Exercise goal: Your task is to reproduce, verbatim and without pictures, the lines from the opening of the listing through the line containing "0 5px,transparent 0".
===== Records for the exercise =====
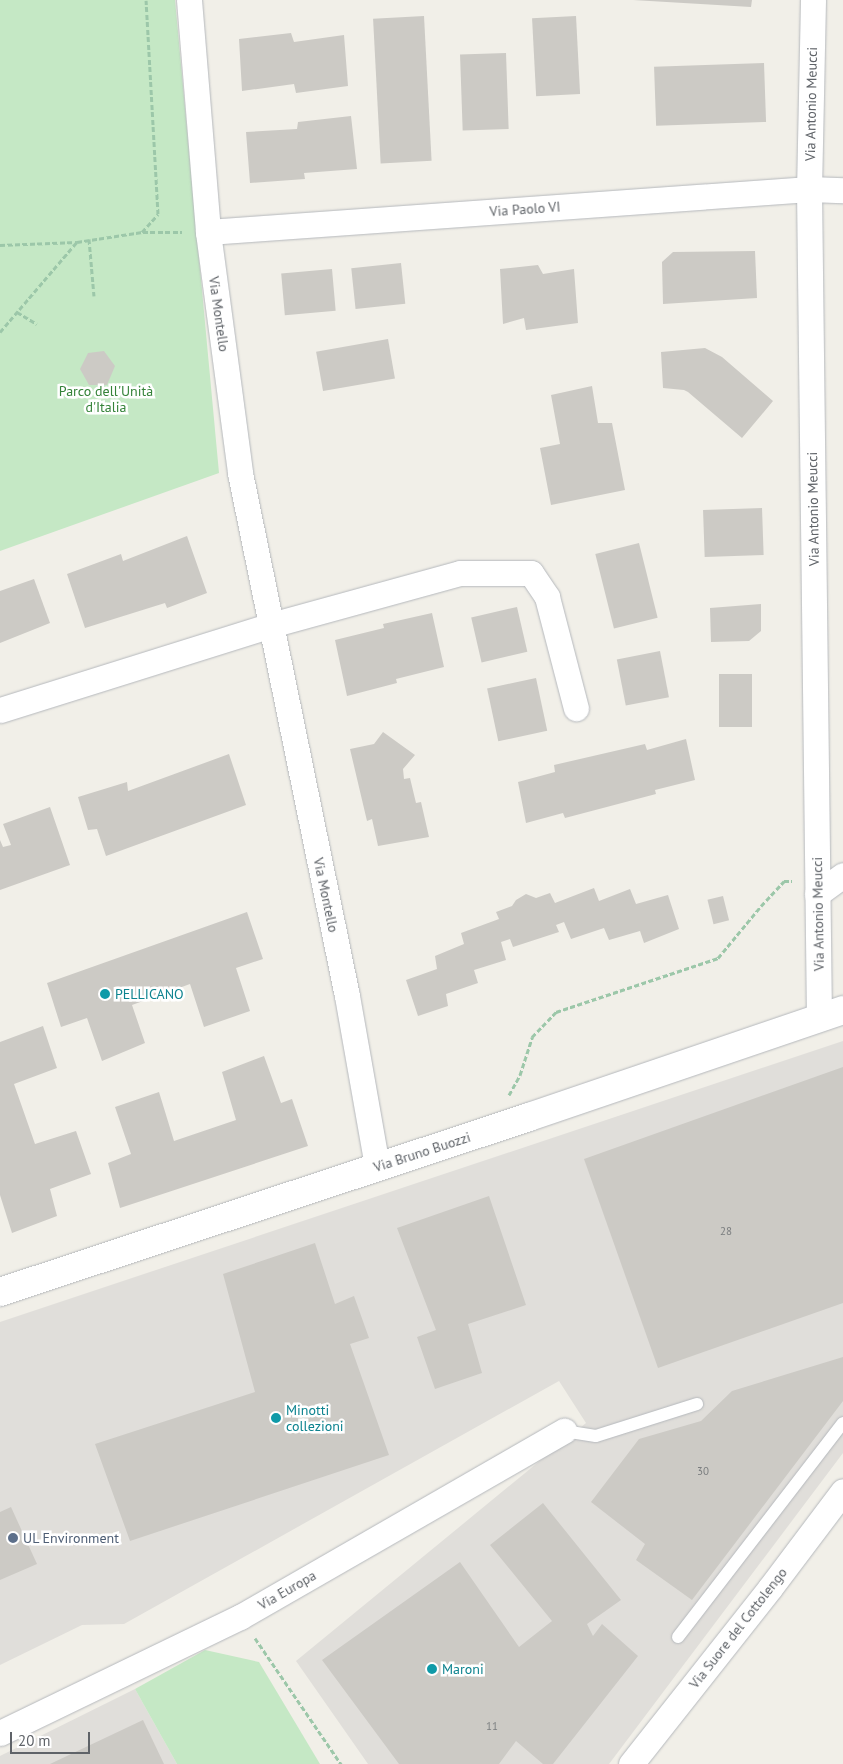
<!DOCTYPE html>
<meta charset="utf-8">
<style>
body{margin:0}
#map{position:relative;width:843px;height:1764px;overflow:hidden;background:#f1efe8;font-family:"PT Sans",sans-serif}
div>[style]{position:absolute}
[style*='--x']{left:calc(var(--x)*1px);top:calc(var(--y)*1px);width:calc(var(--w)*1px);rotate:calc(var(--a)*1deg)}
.industrial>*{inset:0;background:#e0deda}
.green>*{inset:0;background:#c5e8c5}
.building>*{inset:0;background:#cccac5;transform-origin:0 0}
.path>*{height:3px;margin-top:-1.5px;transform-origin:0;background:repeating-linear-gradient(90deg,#9cc7a9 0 5px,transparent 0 7.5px)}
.roads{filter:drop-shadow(0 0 1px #b5b8bc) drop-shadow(0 0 1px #b5b8bc)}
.service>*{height:12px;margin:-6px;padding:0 6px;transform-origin:6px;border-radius:6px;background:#fff}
.minor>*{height:25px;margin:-12.5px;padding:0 12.5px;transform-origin:12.5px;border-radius:12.5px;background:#fff}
.tertiary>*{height:28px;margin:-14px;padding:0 14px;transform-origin:14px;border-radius:14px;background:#fff}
.dots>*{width:14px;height:14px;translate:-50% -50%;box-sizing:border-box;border:2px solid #fff;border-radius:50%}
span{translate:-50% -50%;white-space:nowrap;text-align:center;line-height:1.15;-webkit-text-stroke:5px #fff;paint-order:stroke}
.number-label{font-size:11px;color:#7a7d7f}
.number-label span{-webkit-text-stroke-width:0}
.street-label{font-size:14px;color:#5f6368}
.park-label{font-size:14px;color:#348238}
.culture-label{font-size:14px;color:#0d838f}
.left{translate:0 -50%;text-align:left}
.service-label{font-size:14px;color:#4e5e75}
.scale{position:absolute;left:10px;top:1732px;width:80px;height:22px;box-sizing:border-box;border:2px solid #5f6368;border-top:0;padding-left:6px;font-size:15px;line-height:18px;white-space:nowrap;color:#5f6368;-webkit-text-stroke:4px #fff;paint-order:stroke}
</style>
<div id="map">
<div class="industrial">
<i style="clip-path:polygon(843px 1041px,843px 1453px,609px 1764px,368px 1764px,296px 1661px,586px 1423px,559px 1381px,124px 1624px,82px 1625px,0 1665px,0 1322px)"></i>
<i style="clip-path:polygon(135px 1689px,177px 1764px,0 1764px,0 1756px)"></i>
</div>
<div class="green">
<i style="clip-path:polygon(0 0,175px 0,219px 473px,0 551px)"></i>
<i style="clip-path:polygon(205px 1650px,259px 1662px,320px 1764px,177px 1764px,135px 1689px)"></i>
</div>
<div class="building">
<i style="clip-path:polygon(633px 0,752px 0,751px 7px)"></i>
<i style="left:424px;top:16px;width:145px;height:51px;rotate:87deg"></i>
<i style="left:576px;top:16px;width:78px;height:44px;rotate:87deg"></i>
<i style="clip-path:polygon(291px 33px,294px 42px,344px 35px,348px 86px,296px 93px,294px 84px,242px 91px,239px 39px)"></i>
<i style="left:506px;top:53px;width:76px;height:46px;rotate:88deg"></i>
<i style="left:764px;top:63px;width:59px;height:110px;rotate:88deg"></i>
<i style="clip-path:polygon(351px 116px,357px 169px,304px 173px,305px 179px,250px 183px,246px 132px,297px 129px,298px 122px)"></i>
<i style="clip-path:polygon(755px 251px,757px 298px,663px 304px,662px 262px,673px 252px)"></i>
<i style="left:401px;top:263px;width:41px;height:50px;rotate:84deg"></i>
<i style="clip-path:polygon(538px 265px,543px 274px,574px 269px,578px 323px,526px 330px,524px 318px,503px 324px,500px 269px)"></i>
<i style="left:332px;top:269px;width:42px;height:51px;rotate:85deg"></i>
<i style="left:388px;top:339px;width:40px;height:73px;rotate:80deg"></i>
<i style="clip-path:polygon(705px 348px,722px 357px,773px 401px,742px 438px,688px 392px,684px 390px,663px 388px,661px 352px)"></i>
<i style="clip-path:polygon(104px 351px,115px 366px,107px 385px,89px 385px,80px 369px,88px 353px)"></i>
<i style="clip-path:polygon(592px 386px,598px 423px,612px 423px,625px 490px,551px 505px,540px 448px,560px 444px,551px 395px)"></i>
<i style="left:762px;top:508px;width:47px;height:59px;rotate:88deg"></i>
<i style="clip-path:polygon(187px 536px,207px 593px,167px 608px,165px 603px,85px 628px,67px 574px,121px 554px,123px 561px)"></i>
<i style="left:639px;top:543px;width:77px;height:45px;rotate:76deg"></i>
<i style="clip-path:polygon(34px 579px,50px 623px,0 643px,0 591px)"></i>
<i style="clip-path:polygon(761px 604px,761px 631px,749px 641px,711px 642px,710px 608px)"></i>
<i style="left:517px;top:607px;width:46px;height:47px;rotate:77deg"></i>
<i style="clip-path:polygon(432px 613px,444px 667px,396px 679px,397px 683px,347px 696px,335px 640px,384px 628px,383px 624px)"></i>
<i style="left:660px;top:651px;width:47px;height:44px;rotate:79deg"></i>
<i style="left:752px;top:674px;width:53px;height:33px;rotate:90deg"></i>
<i style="left:536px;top:678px;width:54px;height:50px;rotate:78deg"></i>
<i style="clip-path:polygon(383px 732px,415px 755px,403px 769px,404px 779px,410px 778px,416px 803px,421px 802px,429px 837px,378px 846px,372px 819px,367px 821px,350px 749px,374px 744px)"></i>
<i style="clip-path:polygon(686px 739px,695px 780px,655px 790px,656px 794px,565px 818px,563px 813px,526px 823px,518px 782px,555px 772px,554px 765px,645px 744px,647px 750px)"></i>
<i style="clip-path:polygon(229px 754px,246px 805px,106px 856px,97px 829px,88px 830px,78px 797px,127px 782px,128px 791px)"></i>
<i style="clip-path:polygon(50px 807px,70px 865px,0 890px,0 840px,3px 847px,11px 845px,3px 824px)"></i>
<i style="clip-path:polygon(594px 888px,599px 901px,630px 889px,636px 904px,668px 895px,679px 929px,644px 943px,640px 931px,609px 940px,604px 928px,571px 939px,564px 922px,556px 925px,559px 932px,513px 947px,510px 939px,501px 942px,506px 960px,474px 970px,478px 983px,446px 994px,448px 1006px,418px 1016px,406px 980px,437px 969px,435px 956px,464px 944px,461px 933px,499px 919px,496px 912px,512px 906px,516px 900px,526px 894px,536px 898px,550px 893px,555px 903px)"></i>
<i style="left:723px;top:896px;width:25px;height:16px;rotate:76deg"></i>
<i style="clip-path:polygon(247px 912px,263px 959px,236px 968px,250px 1011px,204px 1027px,190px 984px,132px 1005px,145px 1043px,102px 1061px,87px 1018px,61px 1027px,47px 983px)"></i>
<i style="clip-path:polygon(43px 1026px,57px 1068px,14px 1084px,35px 1144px,76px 1131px,91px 1174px,50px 1189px,57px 1216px,12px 1233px,0 1195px,0 1042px)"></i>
<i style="clip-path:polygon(264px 1056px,281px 1103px,292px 1099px,308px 1146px,120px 1208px,108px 1163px,131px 1154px,115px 1107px,159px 1092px,174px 1141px,236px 1120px,222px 1072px)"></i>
<i style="clip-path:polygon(843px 1067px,843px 1303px,658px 1368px,584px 1159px)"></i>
<i style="clip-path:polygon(489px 1196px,526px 1305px,468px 1324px,482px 1373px,435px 1389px,417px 1337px,436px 1330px,397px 1228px)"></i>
<i style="clip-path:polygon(315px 1243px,335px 1304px,354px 1296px,369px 1338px,350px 1344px,389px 1455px,130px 1541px,95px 1444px,255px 1392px,223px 1274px)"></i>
<i style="clip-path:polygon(843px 1357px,843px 1401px,692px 1600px,636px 1560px,645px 1544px,591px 1502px,639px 1439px,701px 1421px,732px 1391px)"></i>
<i style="clip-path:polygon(543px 1503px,621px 1600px,587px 1624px,593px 1636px,602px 1624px,638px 1656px,553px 1764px,543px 1764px,516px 1741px,499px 1764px,399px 1764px,322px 1660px,460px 1562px,519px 1647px,552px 1621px,490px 1545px)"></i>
<i style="clip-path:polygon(11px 1507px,37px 1564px,0 1580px,0 1512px)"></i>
<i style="clip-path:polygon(143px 1720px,164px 1764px,50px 1764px)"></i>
</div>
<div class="path">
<i style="--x:143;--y:232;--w:39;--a:0"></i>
<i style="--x:89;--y:239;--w:57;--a:85"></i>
<i style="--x:0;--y:245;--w:77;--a:-2.2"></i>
<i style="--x:17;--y:312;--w:23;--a:31"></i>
<i style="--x:0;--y:332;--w:118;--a:-49.5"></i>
<i style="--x:77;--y:242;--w:66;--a:-8.7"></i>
<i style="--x:142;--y:232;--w:24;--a:-48"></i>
<i style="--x:158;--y:214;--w:214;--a:-93.2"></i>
<i style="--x:509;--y:1095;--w:23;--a:-61"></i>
<i style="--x:520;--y:1075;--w:40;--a:-72"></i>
<i style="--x:532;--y:1037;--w:35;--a:-46"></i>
<i style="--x:556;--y:1012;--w:171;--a:-18.4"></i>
<i style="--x:718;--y:958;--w:67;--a:-50.4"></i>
<i style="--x:761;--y:906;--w:34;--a:-47"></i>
<i style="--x:784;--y:881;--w:8;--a:0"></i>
<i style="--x:255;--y:1638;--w:153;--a:55.7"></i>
</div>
<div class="roads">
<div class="service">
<i style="--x:564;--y:1431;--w:32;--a:9"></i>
<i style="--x:596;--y:1436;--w:106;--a:-17.6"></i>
<i style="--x:678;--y:1637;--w:270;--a:-52.4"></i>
</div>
<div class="minor">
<i style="--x:189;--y:0;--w:233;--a:85.3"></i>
<i style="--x:208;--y:232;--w:243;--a:82.4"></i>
<i style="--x:240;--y:473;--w:534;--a:78.44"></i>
<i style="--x:347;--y:996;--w:173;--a:80"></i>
<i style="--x:813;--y:0;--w:189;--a:91.2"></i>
<i style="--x:809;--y:189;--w:829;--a:89.31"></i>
<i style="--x:208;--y:232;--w:603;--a:-4.09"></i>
<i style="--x:809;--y:189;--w:34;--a:2"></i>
<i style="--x:0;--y:710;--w:284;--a:-17.4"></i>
<i style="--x:271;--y:625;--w:196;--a:-15.4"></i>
<i style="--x:460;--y:573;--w:71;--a:0"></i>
<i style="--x:531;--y:573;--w:29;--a:56"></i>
<i style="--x:547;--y:597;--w:115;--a:75.4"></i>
<i style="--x:817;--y:894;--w:32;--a:-36"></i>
<i style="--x:0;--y:1733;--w:267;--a:-25.8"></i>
<i style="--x:240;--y:1617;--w:374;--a:-29.9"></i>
<i style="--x:631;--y:1764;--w:224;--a:-51.7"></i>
<i style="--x:770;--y:1588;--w:121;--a:-53"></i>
</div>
<div class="tertiary">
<i style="--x:0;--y:1292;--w:557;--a:-18.3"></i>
<i style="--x:529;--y:1117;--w:332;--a:-18.8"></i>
</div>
</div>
<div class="dots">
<i style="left:105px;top:994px;background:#0f9aa8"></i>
<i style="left:276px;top:1418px;background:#0f9aa8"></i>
<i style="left:13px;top:1538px;background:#5c6f8a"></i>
<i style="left:432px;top:1669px;background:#0f9aa8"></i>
</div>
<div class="number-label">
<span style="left:726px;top:1231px">28</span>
<span style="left:703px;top:1471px">30</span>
<span style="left:492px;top:1726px">11</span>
</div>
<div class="street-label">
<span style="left:811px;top:104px;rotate:-89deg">Via Antonio Meucci</span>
<span style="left:525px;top:209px;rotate:-4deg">Via Paolo VI</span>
<span style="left:219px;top:314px;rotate:82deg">Via Montello</span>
<span style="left:813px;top:509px;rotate:-91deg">Via Antonio Meucci</span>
<span style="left:326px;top:895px;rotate:78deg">Via Montello</span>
<span style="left:818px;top:914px;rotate:-91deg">Via Antonio Meucci</span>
<span style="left:422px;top:1152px;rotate:-18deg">Via Bruno Buozzi</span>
<span style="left:287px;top:1590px;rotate:-30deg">Via Europa</span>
<span style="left:738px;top:1628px;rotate:-52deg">Via Suore del Cottolengo</span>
</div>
<div class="park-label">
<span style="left:106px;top:399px">Parco dell'Unità<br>d'Italia</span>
</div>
<div class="culture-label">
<span class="left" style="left:115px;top:994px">PELLICANO</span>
<span class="left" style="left:286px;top:1418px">Minotti<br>collezioni</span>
<span class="left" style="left:442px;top:1669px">Maroni</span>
</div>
<div class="service-label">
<span class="left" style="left:23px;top:1538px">UL Environment</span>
</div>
<div class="scale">20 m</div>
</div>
=====
Exercise result:
<!DOCTYPE html>
<meta charset="utf-8">
<style>
body{margin:0}
#map{position:relative;width:843px;height:1764px;overflow:hidden;background:#f1efe8;font-family:"PT Sans",sans-serif}
div>[style]{position:absolute}
[style*='--x']{left:calc(var(--x)*1px);top:calc(var(--y)*1px);width:calc(var(--w)*1px);rotate:calc(var(--a)*1deg)}
.industrial>*{inset:0;background:#e0deda}
.green>*{inset:0;background:#c5e8c5}
.building>*{inset:0;background:#cccac5;transform-origin:0 0}
.path>*{height:3px;margin-top:-1.5px;transform-origin:0;background:repeating-linear-gradient(90deg,#9cc7a9 0 5px,transparent 0 7.5px)}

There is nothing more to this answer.